Jodi Dobrowski was 24 when he was brutally beaten to death in a homophobic attack. His killers were sentenced to murder and ordered to serve not less than 28 years in prison. This was a landmark case in Britain, where Section 146 of the Criminal Justice Act 2003 was utilised in sentencing the killers. This Act empowers courts to impose tougher sentences for offenses motivated or aggravated by the victim's sexual orientation in England and Wales. But still other murders have taken place. On 30th January 2007, Malcom Benfold, a 57 year oold gay man was beaten to death in Blackpool after suffering severe head injuries. His 23 yeard old murderer, had gone out to gay bash homosexual man and received a life sentence and ordered that he must serve at least 18 years in prison.
On making today's announcement, Mr Straw said "It is a measure of how far we have come as a society in the last ten years that we are now appalled by hatred and invective directed at people on the basis of their sexuality," and "It is time for the law to recognise this."
Some religious groups claim their members could face seven years in jail for expressing their views about homosexuality under the proposed new legislation. The Christian Institute claim that the proposed incitement law restricts free speech, targets Christians and will stifle debate about homosexuality. It objects to the extension of incitement to racial hatred laws to sexual orientation as "homosexuality is a chosen lifestyle. " Christians are already protected from incitement to religious hatred by law.
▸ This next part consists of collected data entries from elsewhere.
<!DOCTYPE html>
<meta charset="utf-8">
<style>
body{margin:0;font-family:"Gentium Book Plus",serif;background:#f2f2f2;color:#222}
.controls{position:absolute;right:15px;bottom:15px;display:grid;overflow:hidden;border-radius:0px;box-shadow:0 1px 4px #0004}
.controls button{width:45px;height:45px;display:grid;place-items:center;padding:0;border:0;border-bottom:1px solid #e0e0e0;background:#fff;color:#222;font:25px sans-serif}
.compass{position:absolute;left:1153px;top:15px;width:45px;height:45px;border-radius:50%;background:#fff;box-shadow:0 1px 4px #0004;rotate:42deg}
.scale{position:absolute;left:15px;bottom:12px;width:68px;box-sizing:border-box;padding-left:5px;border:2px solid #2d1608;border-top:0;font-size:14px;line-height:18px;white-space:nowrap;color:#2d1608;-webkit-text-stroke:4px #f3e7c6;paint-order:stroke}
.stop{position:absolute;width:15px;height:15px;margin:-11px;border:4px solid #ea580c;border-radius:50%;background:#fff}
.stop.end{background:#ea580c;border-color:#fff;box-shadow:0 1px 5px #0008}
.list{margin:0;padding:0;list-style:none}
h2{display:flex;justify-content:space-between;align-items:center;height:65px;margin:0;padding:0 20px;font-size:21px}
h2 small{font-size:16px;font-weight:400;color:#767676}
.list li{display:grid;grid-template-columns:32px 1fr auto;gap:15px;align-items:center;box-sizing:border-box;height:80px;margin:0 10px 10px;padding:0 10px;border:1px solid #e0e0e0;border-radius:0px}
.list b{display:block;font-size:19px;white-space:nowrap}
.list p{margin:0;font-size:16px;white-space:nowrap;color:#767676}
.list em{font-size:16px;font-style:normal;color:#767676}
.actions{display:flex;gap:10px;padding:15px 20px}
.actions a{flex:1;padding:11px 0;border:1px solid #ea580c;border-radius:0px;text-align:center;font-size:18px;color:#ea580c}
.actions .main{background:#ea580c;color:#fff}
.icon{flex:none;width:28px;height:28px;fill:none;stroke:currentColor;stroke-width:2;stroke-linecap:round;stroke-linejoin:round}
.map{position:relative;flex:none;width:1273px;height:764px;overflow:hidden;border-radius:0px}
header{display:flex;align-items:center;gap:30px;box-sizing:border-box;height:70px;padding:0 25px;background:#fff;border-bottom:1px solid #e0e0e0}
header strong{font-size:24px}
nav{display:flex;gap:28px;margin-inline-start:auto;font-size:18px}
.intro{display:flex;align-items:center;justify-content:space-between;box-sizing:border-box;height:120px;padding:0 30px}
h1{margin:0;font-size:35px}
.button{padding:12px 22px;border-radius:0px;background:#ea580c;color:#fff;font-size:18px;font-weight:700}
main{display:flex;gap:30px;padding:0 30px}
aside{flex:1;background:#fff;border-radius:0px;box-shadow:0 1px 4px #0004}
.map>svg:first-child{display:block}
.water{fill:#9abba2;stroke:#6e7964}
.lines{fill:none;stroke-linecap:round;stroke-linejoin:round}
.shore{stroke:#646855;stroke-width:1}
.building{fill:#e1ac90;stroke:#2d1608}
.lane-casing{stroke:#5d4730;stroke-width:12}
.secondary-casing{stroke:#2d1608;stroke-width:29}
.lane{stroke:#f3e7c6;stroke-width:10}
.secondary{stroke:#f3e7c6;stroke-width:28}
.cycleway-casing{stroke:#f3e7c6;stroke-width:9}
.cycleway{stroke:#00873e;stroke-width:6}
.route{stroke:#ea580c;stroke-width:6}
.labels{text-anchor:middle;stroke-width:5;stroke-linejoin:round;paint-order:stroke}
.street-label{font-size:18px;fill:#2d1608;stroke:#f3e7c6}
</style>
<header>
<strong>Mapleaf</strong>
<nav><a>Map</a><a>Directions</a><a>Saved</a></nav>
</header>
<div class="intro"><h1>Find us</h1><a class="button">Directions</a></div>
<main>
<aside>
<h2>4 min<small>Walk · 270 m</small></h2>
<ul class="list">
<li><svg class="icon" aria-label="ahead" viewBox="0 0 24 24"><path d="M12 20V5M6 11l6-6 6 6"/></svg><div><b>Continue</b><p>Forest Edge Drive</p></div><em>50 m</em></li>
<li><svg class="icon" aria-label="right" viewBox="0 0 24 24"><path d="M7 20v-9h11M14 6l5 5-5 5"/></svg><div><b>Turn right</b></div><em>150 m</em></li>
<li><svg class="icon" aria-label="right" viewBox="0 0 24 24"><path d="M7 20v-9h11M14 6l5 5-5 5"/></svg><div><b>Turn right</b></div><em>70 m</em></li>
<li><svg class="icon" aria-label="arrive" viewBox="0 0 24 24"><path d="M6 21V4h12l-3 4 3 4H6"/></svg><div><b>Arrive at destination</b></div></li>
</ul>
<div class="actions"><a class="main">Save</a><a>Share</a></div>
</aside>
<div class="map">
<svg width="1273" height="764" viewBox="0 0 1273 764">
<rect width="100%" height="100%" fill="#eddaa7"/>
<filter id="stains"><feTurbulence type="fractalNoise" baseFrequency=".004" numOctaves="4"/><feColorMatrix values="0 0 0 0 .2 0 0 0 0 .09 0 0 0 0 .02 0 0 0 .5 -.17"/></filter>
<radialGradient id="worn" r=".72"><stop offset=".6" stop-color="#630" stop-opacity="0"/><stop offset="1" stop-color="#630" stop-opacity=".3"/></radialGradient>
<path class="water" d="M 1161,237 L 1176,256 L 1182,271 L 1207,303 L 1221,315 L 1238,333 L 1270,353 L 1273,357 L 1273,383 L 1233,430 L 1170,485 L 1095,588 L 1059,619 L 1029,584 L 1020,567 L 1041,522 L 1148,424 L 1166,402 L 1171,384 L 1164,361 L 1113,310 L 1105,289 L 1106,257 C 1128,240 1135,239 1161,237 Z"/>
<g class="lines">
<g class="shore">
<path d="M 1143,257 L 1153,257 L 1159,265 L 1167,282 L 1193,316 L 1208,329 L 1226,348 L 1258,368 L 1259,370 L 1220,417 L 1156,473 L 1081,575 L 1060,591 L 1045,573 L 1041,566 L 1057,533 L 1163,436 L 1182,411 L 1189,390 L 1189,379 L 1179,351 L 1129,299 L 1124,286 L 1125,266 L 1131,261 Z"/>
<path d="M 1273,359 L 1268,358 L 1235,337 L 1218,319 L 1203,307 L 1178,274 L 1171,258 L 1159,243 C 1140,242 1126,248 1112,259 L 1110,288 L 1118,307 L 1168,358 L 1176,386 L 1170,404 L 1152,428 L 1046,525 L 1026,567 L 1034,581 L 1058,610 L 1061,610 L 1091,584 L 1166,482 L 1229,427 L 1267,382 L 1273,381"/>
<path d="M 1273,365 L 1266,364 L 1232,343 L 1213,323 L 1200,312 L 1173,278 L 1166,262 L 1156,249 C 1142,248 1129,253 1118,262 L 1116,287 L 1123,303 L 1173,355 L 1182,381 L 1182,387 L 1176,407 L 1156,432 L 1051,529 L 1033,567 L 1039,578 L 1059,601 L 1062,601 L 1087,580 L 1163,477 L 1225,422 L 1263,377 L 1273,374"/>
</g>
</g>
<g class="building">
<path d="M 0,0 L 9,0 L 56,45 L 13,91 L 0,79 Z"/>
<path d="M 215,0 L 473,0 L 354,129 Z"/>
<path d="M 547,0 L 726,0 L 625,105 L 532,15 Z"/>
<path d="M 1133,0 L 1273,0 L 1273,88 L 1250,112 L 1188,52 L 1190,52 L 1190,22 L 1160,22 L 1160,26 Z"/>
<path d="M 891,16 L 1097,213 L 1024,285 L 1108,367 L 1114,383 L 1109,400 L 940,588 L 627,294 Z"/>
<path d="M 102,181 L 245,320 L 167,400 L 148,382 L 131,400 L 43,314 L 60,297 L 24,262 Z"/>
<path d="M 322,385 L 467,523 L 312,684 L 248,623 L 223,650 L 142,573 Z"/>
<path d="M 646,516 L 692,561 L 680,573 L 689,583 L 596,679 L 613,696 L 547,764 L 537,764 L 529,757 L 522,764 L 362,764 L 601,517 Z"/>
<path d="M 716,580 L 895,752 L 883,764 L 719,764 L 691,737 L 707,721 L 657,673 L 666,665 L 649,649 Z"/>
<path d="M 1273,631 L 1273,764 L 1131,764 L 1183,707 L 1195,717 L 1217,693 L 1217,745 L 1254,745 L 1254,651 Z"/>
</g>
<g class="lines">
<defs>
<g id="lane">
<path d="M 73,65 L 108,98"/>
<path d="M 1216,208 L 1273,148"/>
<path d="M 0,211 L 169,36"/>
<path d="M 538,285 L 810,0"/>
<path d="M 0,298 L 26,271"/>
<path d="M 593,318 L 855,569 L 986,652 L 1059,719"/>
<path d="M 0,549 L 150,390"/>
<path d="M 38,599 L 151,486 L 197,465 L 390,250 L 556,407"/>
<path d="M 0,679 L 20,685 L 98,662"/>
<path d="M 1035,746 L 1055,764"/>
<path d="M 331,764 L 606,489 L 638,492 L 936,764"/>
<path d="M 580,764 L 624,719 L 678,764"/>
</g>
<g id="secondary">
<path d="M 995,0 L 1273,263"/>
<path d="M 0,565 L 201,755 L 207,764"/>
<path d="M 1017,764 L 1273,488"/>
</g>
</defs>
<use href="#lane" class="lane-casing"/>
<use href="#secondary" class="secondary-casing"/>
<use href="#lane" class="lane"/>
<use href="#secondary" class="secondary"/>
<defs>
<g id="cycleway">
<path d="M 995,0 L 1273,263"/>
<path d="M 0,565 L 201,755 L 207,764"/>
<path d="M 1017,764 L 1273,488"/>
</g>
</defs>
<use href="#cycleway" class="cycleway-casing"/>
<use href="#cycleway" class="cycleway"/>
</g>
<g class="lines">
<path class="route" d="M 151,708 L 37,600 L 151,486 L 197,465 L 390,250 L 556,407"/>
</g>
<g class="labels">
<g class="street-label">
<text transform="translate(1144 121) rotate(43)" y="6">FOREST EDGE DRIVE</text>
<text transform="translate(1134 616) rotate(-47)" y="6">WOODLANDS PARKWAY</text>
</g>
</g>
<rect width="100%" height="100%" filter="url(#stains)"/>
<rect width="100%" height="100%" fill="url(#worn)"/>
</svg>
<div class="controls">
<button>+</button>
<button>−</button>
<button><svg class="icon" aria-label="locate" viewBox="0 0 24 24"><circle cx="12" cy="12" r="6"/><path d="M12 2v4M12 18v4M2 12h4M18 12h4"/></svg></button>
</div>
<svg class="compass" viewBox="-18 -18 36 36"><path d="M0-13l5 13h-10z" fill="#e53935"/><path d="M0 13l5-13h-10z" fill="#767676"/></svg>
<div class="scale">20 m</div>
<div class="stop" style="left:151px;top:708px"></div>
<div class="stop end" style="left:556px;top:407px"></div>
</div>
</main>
These are the religios groups that held placards up at Pride saying we will all burn in hell and took their children to vigils shouting abuse and showing hatred towards lgb people duting the debate on the goods facilities and services regulations debates.
With the increase in fascism and attacks from the far right all across Europe, there is no better time than now to send a message that incitement to hatred on the grounds of sexual orientation will not be tolerated.